According to one of key developers of Trinity - Brian J. Haas' option:

"Ultimately, Trinity might not be the best tool for assembling 454 data, since coverage won't be anywhere near what is expected from Illumina in most cases, and Trinity exploits the high coverage data as part of reconstructing transcripts. The current version of Newbler is supposed to work especially well for 454 transcriptome data, so I encourage you to give that a try if you haven't already."

score 0 · Answer 2 · 2012-03-09

0

Entering edit mode

12.7 years ago

2184687-1231-83- ★ 5.1k

I would try Newbler 2.6 if you have access to it. Use bwasw to map 454 reads to contigs.

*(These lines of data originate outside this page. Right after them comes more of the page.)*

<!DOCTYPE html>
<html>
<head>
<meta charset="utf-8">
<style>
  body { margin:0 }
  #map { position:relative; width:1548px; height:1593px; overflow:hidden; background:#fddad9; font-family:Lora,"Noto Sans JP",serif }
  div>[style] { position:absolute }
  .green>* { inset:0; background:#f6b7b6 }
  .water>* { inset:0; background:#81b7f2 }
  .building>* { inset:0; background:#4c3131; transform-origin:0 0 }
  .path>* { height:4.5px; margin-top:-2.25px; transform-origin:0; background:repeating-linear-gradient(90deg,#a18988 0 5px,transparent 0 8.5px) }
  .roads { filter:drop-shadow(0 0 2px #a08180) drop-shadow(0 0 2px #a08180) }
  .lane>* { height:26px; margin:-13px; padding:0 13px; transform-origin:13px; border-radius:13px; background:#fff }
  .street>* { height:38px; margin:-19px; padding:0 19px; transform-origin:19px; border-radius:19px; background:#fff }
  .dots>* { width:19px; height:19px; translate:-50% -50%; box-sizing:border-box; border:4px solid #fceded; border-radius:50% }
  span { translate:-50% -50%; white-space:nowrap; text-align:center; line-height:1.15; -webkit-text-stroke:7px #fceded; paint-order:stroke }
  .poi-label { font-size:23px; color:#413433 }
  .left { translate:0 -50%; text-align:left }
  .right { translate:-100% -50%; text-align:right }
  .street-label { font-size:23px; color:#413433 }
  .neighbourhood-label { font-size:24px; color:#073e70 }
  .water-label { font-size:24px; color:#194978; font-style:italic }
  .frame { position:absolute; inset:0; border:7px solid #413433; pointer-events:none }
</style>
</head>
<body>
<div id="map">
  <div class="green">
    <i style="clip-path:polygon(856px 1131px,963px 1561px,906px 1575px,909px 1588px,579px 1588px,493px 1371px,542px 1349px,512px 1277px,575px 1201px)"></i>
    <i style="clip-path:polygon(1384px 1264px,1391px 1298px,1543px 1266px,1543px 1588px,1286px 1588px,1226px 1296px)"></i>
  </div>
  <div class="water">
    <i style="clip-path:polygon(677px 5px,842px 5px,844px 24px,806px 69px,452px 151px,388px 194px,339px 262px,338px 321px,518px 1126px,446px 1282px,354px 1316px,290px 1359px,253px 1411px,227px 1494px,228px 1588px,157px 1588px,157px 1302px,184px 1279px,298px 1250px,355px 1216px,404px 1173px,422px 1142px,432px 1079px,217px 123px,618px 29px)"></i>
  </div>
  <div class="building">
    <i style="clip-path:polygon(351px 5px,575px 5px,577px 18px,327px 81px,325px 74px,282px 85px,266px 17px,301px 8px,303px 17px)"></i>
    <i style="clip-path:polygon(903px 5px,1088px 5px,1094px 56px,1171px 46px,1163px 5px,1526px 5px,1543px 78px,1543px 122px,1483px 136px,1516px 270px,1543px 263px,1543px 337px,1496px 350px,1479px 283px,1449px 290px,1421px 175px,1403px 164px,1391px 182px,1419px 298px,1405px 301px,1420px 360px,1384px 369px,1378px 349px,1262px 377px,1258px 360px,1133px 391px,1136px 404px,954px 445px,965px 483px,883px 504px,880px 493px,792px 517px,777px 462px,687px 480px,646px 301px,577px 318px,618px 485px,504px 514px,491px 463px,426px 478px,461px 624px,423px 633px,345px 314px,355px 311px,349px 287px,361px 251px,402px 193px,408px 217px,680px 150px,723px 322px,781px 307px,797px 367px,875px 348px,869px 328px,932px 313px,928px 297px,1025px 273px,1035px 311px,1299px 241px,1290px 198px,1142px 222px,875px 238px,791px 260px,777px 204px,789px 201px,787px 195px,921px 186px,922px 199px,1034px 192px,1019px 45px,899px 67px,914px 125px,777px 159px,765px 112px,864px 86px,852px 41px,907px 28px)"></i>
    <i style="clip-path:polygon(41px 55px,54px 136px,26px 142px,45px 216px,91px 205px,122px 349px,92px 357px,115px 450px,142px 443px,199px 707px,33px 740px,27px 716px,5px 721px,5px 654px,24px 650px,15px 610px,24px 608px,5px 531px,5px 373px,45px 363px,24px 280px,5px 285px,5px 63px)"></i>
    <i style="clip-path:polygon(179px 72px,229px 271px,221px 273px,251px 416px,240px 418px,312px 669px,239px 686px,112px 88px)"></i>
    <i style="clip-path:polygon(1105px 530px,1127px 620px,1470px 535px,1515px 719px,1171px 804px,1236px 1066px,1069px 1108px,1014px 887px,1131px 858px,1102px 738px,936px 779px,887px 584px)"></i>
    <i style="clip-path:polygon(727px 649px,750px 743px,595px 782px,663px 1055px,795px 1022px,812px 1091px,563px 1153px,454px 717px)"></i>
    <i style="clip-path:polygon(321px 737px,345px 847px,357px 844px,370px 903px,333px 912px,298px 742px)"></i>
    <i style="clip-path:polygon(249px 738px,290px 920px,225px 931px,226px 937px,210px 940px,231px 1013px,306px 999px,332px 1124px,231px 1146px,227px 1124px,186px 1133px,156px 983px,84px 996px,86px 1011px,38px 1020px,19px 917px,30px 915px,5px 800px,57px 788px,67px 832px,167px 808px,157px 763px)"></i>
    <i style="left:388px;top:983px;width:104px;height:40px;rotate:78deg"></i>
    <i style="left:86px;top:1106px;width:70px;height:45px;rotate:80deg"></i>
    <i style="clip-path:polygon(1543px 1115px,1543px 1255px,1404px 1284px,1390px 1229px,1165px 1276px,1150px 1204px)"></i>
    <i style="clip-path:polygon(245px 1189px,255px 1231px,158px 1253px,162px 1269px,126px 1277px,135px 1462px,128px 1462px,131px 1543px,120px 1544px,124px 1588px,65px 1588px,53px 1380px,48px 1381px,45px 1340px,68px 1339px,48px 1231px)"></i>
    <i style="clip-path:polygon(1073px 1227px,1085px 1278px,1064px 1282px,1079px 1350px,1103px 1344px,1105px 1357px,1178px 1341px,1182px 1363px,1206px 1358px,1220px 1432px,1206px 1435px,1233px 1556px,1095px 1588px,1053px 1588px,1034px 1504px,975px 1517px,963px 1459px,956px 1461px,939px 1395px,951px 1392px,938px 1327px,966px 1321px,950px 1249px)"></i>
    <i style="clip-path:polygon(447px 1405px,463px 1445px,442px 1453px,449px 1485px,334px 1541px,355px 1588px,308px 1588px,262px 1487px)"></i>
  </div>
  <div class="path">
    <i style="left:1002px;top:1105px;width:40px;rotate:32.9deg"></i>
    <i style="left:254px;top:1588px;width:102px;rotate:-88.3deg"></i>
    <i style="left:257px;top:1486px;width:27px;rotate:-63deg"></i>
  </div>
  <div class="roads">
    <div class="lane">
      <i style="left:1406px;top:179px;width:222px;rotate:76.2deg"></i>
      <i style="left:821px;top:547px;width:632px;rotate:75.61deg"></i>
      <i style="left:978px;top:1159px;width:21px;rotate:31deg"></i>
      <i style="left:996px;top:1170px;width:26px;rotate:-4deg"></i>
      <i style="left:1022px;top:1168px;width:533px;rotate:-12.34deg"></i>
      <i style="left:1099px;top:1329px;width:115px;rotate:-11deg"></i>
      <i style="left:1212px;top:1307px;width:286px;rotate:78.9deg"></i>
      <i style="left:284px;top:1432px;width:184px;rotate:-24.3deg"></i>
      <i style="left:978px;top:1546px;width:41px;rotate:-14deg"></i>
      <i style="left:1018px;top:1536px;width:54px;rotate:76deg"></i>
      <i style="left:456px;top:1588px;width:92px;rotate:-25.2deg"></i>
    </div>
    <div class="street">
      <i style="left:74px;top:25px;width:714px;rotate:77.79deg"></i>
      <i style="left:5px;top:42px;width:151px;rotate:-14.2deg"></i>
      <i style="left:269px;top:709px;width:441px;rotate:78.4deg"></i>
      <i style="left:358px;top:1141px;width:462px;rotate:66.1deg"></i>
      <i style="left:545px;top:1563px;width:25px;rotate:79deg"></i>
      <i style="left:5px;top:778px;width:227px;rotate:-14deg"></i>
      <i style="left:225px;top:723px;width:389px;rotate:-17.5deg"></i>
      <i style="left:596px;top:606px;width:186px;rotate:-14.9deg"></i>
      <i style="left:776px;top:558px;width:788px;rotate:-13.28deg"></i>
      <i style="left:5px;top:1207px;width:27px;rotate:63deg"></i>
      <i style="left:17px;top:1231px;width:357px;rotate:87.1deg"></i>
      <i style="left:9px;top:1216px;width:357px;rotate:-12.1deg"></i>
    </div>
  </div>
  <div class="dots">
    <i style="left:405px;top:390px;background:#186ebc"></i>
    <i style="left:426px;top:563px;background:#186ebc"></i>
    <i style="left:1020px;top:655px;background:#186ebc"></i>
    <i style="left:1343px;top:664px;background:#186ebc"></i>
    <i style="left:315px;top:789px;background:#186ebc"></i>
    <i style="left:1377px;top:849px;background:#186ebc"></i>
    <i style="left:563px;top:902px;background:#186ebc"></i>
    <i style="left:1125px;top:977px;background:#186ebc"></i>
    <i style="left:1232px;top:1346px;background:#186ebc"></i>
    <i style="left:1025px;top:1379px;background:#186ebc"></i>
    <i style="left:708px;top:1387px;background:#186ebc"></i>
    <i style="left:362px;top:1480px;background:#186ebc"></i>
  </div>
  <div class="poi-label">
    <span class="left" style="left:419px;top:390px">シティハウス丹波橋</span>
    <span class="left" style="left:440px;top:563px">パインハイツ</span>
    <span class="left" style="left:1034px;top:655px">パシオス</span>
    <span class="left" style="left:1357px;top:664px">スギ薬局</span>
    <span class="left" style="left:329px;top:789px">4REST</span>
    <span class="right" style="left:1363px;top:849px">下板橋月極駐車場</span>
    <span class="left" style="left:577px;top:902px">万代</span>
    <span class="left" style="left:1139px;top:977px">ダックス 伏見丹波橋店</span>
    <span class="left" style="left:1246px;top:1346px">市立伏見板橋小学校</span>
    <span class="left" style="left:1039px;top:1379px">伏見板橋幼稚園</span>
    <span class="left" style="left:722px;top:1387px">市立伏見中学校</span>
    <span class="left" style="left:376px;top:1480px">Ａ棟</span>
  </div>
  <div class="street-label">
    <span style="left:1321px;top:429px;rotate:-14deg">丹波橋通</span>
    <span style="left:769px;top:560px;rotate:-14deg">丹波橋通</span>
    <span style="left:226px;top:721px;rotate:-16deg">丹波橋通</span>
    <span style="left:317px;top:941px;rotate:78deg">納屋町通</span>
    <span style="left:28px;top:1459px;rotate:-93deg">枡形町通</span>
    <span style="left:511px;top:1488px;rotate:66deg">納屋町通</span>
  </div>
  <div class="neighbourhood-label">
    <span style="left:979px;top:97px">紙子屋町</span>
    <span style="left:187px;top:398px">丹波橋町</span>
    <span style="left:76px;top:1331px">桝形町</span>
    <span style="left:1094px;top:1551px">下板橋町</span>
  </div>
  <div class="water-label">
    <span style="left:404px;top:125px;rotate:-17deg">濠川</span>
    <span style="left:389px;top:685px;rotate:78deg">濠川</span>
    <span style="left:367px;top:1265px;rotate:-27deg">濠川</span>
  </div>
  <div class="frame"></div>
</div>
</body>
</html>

ADD COMMENT • link 12.7 years ago by 2184687-1231-83- ★ 5.1k

score 0 · Answer 3 · 2012-03-11

I did try Newbler. However, Newbler generated only 9494 isotigs out of 2,50,000 reads. Although, the N50 value, size of contigs and other metrics are quite positive. I am going to BLASTx the entire set of contigs from the three assemblers to the proteomes of related species and the NR databases; allowing the results to determine the best assembly. Any other strategy is hugely appreciated.